Electronic Thesis and Dissertation Repository


Master of Science




Nagamatsu, Lindsay S.

2nd Supervisor

Heath, Matthew



BACKGROUND: The aging population is rapidly increasing, where currently in North America, the population of older adults (ages 60+) outnumbers the population of children. Falls are a major concern for older adults and their quality of life. Cognitive impairment has been shown to be declined in older adults at-risk for falls, but working memory has not been thoroughly investigated within this population. PURPOSE: To examine differences in Non-Fallers, Moderate Risk for Falls, and Fallers in a working memory task using electroencephalography (EEG). METHODS: Older adults (n=44, female=27) aged 60 – 80 years (m=68.8, SD=4.7) completed two sessions. The first session incorporated general demographic questionnaires and Tinetti’s Mobility Test.
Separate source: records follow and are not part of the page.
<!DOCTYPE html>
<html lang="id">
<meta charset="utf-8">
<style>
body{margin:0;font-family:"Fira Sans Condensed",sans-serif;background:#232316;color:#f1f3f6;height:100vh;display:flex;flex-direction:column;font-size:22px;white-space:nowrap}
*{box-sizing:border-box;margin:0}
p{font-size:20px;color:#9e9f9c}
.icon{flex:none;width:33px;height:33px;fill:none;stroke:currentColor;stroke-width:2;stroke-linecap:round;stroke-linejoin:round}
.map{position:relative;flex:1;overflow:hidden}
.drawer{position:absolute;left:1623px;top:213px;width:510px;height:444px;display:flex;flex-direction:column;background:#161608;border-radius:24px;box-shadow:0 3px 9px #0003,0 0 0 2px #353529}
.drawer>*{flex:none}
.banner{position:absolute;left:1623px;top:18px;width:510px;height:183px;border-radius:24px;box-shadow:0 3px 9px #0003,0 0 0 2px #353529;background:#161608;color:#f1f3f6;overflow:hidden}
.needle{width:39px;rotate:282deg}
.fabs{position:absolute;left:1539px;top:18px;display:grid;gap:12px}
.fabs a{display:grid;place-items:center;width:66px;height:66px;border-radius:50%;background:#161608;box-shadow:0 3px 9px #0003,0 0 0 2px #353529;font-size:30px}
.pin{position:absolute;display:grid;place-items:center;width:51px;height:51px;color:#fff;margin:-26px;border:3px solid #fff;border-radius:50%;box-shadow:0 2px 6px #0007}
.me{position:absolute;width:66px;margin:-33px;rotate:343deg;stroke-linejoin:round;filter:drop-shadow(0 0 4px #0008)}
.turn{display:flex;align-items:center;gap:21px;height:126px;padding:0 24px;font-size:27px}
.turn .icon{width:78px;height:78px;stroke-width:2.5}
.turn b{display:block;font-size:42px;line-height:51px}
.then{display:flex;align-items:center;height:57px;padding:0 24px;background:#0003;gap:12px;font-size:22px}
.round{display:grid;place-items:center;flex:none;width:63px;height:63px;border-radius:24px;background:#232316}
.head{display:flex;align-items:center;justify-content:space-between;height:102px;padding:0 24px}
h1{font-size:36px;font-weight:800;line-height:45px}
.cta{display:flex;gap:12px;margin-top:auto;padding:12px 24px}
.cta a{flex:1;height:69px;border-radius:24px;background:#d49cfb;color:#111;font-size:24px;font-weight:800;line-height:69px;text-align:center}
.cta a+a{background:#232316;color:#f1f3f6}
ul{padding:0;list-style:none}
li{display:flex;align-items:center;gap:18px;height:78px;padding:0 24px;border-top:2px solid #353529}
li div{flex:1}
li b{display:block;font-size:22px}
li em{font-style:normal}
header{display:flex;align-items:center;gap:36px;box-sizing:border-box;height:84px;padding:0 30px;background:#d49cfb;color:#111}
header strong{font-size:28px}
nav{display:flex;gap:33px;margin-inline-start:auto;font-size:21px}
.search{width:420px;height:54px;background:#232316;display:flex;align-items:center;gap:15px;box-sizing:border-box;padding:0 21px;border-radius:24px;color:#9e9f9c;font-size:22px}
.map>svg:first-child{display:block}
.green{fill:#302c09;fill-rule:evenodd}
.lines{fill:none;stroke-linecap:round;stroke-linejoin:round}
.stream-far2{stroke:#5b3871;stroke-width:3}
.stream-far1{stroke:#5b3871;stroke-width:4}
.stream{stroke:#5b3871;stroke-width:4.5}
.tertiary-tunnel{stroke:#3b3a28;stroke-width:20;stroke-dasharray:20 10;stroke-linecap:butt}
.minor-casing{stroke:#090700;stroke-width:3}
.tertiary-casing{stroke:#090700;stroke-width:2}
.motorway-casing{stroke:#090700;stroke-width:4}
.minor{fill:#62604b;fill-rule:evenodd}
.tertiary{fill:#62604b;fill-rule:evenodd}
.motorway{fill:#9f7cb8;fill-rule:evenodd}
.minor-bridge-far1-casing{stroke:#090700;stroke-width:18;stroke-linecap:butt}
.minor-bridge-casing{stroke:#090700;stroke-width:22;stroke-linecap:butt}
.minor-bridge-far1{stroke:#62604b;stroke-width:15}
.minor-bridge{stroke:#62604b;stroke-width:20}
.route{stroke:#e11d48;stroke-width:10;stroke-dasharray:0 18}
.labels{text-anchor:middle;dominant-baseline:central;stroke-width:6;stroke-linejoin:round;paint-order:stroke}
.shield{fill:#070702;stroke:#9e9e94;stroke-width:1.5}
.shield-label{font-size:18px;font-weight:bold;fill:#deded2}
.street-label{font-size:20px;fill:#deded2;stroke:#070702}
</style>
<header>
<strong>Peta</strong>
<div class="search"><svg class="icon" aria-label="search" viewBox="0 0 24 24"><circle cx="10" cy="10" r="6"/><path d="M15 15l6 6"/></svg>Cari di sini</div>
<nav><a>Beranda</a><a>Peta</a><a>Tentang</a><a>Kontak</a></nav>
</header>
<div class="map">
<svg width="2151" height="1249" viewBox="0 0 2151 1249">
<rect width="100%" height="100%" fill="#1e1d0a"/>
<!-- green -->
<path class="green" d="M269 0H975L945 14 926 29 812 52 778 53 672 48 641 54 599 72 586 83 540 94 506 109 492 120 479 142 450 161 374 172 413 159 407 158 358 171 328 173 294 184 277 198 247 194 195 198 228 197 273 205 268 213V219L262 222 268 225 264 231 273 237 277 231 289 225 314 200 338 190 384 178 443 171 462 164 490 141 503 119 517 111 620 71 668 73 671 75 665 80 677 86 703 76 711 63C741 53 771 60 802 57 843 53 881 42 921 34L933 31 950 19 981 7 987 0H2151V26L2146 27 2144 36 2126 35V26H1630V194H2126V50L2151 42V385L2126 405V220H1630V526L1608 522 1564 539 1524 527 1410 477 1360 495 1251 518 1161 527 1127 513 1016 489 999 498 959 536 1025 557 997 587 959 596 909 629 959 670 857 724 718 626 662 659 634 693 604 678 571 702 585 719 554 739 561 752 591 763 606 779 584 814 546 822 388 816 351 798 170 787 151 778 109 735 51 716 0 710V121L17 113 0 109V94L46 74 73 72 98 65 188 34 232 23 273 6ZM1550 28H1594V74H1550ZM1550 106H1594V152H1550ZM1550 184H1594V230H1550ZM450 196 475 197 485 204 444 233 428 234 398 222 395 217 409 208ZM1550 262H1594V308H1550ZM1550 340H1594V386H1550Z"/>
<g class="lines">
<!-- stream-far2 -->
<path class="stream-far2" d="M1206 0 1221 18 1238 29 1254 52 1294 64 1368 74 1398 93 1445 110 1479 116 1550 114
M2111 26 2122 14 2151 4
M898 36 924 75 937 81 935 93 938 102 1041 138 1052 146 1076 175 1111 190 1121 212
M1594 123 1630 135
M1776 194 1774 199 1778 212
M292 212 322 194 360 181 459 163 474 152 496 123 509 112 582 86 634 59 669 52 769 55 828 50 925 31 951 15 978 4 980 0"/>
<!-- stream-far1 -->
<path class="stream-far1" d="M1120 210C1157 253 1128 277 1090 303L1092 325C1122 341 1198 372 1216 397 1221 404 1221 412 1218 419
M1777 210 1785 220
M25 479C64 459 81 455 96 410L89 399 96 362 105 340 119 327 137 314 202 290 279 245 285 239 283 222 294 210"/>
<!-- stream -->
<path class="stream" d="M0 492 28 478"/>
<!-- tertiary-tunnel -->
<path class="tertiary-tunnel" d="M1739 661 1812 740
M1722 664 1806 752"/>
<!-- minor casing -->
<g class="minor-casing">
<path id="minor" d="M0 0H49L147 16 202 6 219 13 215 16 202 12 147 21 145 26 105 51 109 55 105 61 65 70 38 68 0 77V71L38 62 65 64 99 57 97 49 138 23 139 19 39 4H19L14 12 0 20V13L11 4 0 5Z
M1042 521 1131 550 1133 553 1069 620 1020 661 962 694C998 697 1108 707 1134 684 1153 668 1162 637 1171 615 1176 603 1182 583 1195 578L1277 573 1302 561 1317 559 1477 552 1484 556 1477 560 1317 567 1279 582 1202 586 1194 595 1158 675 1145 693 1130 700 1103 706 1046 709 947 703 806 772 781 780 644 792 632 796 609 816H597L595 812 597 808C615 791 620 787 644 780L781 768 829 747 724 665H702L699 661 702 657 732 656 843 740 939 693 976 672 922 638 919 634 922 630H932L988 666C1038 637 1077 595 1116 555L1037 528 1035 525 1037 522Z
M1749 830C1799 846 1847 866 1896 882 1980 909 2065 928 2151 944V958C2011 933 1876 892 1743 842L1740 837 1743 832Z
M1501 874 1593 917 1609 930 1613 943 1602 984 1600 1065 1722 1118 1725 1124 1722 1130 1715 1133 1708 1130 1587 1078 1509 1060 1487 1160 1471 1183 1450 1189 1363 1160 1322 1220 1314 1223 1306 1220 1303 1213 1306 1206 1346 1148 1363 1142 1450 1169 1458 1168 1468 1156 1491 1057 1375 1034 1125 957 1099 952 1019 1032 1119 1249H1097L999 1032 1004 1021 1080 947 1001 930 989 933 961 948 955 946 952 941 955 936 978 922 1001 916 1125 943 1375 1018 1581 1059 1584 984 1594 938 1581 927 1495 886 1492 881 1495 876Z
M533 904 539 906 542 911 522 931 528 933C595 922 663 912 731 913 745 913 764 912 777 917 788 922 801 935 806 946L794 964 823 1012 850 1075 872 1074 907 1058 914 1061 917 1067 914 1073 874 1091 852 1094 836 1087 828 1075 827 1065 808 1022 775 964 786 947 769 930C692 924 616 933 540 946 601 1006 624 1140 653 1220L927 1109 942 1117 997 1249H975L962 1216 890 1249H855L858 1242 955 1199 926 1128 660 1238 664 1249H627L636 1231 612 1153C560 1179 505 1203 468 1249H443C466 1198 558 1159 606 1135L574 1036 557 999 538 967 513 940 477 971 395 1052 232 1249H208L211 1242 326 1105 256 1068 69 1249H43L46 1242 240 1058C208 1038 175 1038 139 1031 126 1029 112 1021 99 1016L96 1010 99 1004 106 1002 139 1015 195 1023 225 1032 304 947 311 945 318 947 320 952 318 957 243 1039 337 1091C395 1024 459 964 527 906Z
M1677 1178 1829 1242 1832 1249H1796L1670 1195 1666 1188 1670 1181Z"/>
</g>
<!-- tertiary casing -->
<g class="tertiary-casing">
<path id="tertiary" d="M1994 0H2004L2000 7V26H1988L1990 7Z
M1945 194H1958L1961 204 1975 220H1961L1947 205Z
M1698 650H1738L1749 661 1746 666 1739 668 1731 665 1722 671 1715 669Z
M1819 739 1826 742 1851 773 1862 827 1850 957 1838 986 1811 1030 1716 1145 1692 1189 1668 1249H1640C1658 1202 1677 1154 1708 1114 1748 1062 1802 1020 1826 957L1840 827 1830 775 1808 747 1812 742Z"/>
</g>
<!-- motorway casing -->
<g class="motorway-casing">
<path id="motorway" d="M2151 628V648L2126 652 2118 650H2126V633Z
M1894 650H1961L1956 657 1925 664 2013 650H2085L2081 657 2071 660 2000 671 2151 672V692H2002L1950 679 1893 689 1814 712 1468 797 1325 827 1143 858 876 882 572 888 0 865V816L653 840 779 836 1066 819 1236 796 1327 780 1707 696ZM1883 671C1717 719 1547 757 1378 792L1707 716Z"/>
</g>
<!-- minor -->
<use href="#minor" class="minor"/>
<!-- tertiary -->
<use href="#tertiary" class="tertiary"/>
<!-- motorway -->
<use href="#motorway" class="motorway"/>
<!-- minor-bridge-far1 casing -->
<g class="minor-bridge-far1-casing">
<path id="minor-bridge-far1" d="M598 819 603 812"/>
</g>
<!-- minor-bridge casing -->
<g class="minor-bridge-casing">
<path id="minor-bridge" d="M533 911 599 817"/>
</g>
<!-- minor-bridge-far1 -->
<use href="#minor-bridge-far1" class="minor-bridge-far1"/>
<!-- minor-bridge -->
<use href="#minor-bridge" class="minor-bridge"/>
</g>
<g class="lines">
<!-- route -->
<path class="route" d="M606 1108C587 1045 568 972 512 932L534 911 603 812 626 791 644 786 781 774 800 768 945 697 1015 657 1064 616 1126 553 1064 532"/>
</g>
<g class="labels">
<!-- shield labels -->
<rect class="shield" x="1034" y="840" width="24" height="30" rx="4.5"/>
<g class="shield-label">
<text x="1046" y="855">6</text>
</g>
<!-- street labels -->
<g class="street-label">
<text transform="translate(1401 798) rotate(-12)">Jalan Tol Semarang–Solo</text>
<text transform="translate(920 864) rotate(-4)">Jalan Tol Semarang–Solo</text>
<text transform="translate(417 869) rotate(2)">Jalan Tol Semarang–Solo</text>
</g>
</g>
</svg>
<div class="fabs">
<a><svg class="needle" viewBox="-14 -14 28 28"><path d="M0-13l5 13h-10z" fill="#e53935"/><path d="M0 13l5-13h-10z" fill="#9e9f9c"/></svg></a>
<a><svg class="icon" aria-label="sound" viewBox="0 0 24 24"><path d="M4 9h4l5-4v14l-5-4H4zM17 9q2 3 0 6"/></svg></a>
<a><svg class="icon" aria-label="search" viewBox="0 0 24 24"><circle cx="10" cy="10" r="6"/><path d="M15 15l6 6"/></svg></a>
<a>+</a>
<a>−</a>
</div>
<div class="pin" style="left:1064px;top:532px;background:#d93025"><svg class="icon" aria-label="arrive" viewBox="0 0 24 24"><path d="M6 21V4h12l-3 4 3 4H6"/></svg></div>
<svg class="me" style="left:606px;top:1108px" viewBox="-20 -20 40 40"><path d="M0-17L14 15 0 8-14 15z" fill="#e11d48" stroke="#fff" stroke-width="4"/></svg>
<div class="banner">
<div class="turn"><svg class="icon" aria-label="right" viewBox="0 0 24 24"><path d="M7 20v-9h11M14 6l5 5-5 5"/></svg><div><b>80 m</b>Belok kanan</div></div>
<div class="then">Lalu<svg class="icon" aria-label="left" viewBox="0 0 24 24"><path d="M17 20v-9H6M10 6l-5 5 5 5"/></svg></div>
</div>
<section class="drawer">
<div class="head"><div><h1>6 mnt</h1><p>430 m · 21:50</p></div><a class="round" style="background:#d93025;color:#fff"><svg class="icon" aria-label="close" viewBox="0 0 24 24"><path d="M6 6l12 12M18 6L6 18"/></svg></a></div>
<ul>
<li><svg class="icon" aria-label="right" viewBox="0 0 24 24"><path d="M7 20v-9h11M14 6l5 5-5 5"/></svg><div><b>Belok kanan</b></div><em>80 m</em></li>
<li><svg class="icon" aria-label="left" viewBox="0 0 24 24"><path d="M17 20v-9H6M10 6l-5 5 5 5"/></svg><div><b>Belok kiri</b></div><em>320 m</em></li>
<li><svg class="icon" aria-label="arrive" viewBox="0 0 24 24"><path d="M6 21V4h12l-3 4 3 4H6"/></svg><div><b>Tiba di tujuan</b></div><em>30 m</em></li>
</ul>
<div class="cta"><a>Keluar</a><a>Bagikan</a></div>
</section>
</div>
Participants were classified as Non-Fallers, Moderate Risk for Falls, or Fallers based on their Tinetti’s Mobility Test results and their falls history. The second session had participants complete the n-back, a working memory test, while behavioural and EEG results were recorded. RESULTS: We found that in the 2-Back test, behaviorally those who were at risk performed the worst (slower reaction time and decreased accuracy) in comparison to the Non-Fallers and Fallers. However, from the EEG results, Fallers were more cognitively impaired, with earlier latencies for the N2 and P3 components in comparison to the other groups, while the Moderate Risk for Falls group were significantly impaired in peak latencies in the N2 only in comparison to the Non-Faller group. CONCLUSIONS: Individuals at risk and fallers differ in their impairment in working memory in comparison to non-fallers. Working memory and falls risk should be further investigated as a proactive approach to the falls phenomena.